Yes, I believe that knitting makes all the difference between a community on the verge of self-destruction and a community that couldn’t be stronger.
Hear me out on this.
For community members who are not hurting, it can be easy to misunderstand—or even dismiss—the pain that others are feeling. When enough people have this attitude, the fabric of society begins to rip and, if left untreated, the rip will widen until society tears itself apart.
Latter-day Saint tradition offers a solution to this sort of separation—between those who have been deeply hurt and those who haven’t. The Book of Mormon teaches that each of us must be “willing to…mourn with those that mourn…and comfort those that stand in need of comfort…at all times and in all things, and in all places…even until death” (Mosiah 18:8-9).
This sort of mourning may require asking questions to understand exactly where the pain is coming from, and we must listen to these truths—no matter how uncomfortable they make us. Mourning could also mean sitting beside someone who is hurting, listening to their cries of pain, and giving them a shoulder to cry on. Or it may require something else entirely.
It all depends upon a willingness to listen, to learn, and to do whatever it takes to comfort others.

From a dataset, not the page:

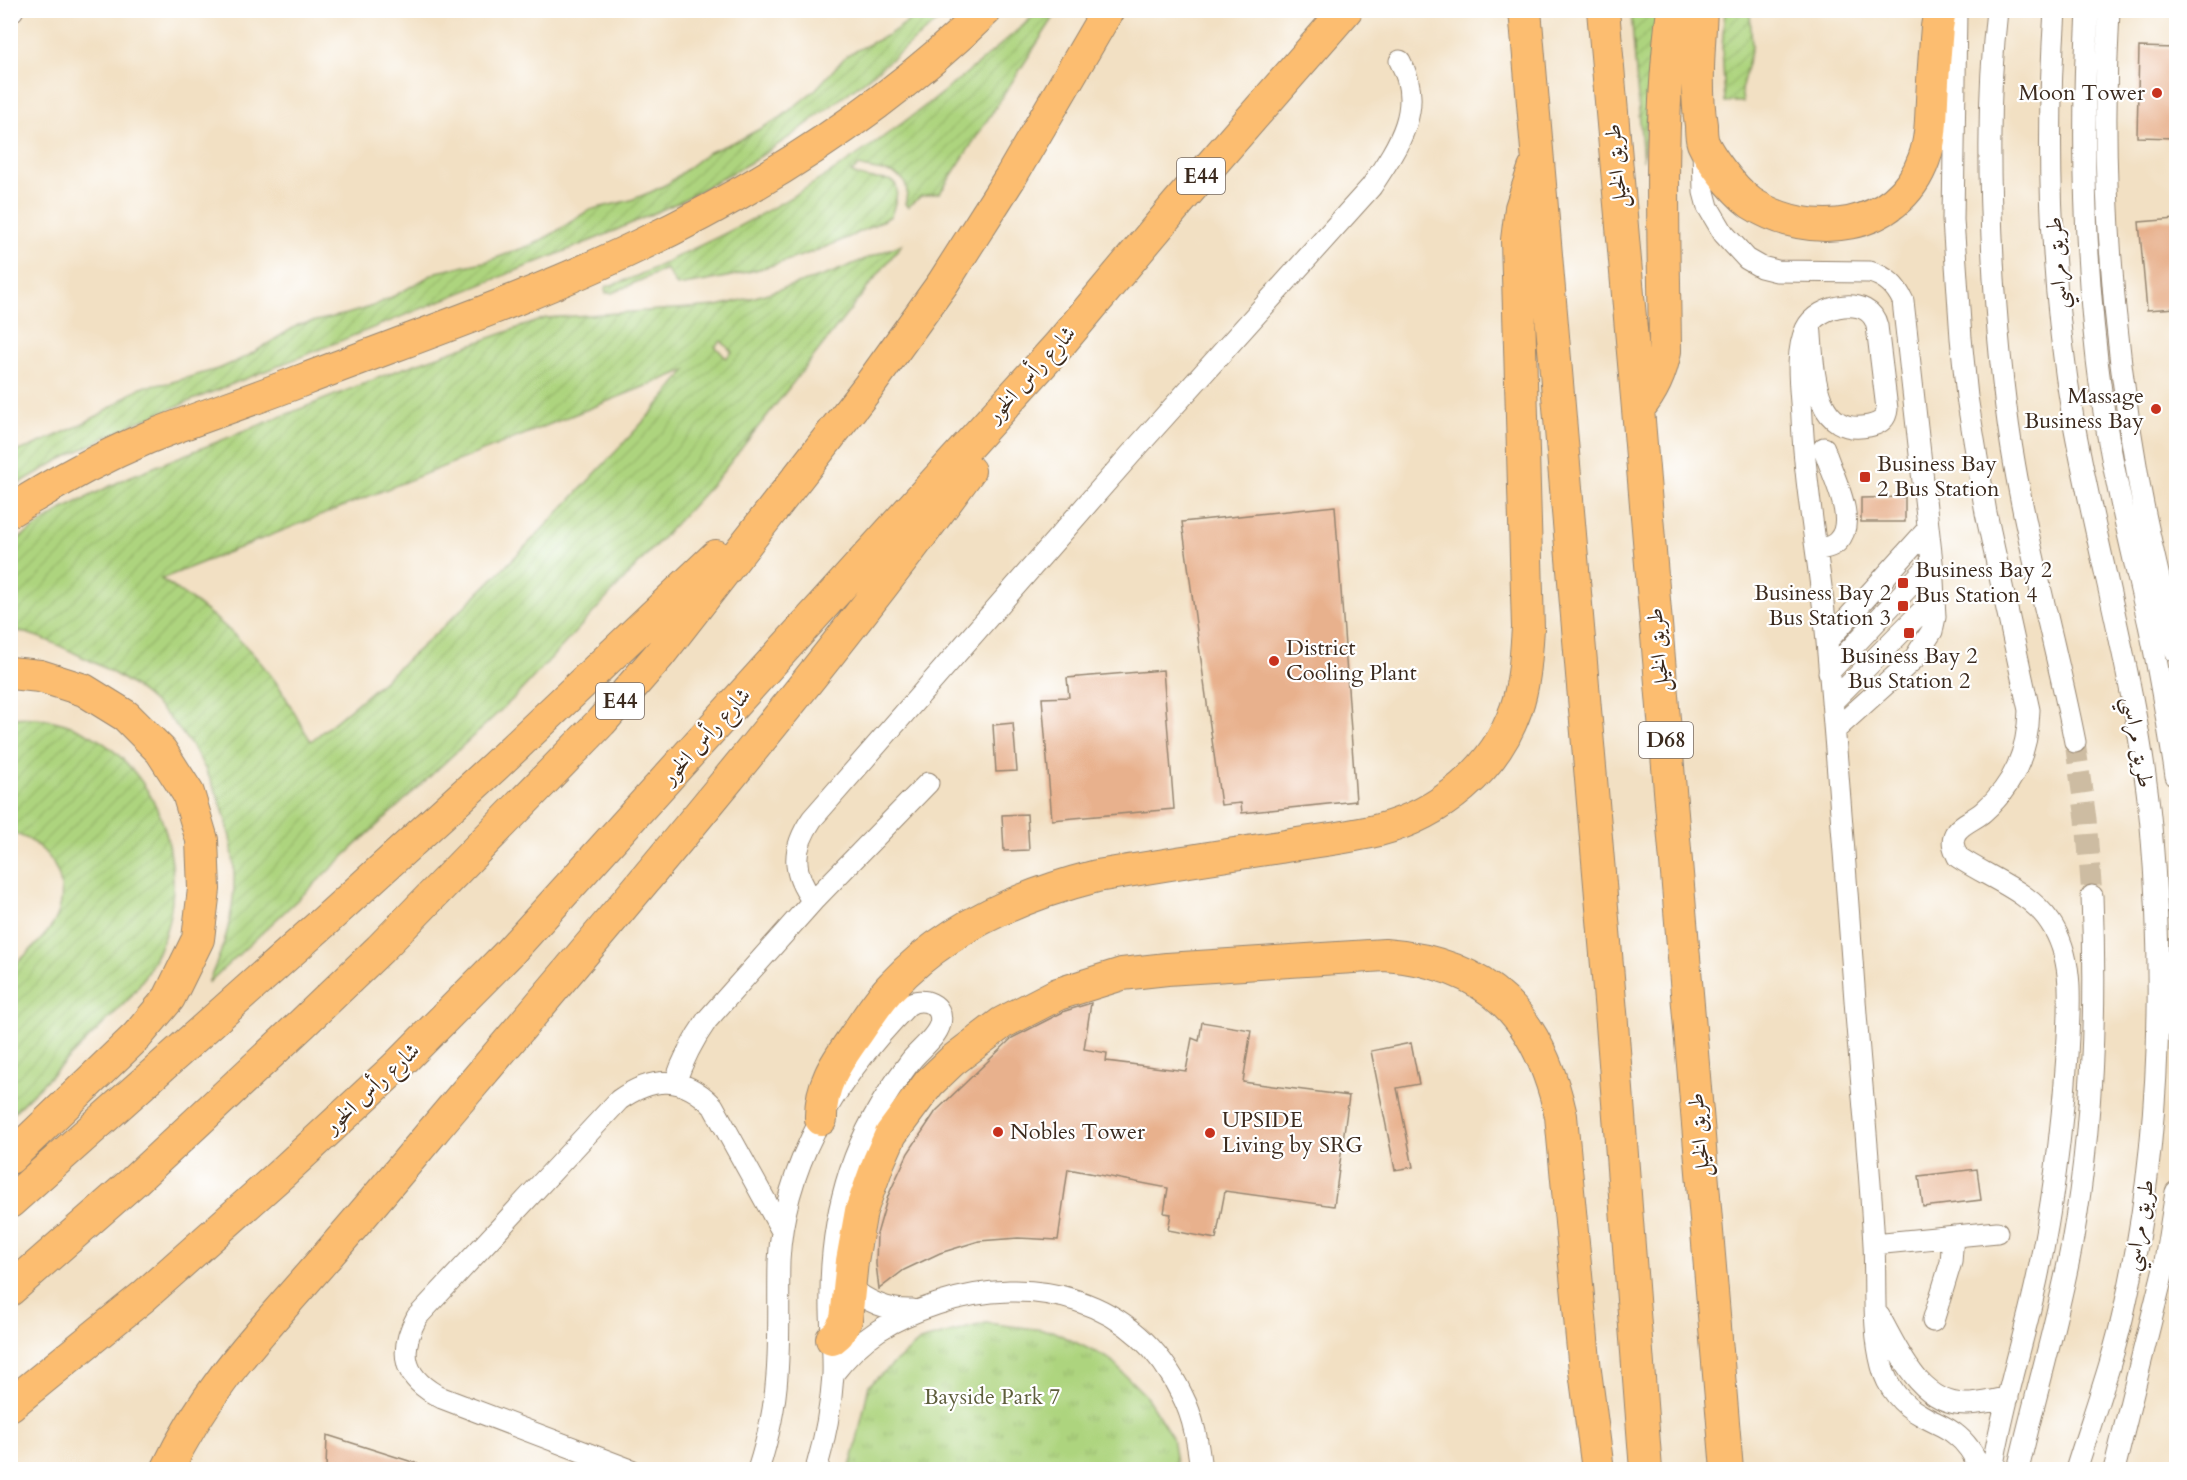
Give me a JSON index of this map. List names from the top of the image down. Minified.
{"streets":{"highway":["طريق الخيل","E44","شارع رأس الخور","D68"],"street":["طريق مراسي"]},"parks":["Bayside Park 7"],"places":{"other":["Moon Tower","Massage Business Bay","District Cooling Plant","Nobles Tower","UPSIDE Living by SRG"],"transit":["Business Bay 2 Bus Station","Business Bay 2 Bus Station 4","Business Bay 2 Bus Station 3","Business Bay 2 Bus Station 2"]}}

Once we recognize the pain in our community—in all its forms—and commit ourselves to mourning and comforting, something remarkable happens: our “hearts [become] knit together in unity and in love one towards another” (Mosiah 18:21).
I really like the word “knit.” When I hear it, I imagine yarn of different colors, textures, and thicknesses. Separately, the yarn is beautiful. But when someone takes a pair of long, scary-looking needles and knits with this yarn, these diverse strands come together and wind under, around, between, behind, and through each other. Over and over and over again—needles flash and single pieces of yarn grow to become something bigger and far more beautiful.
Knitting is the exact opposite of tearing something apart. When we are willing to understand the pain that lives in the hearts of our community members, our own hearts become soft enough to intertwine with theirs. This shared pain becomes a pair of needles, and as individuals of different colors, textures, and thicknesses walk side by side, we grow closer, tighter, and stronger in the process.
May we choose to recognize the pain in our community. But more than this, may we mourn with the mourners, comfort the comfortless, and allow this pain to knit our hearts together in unity and in love.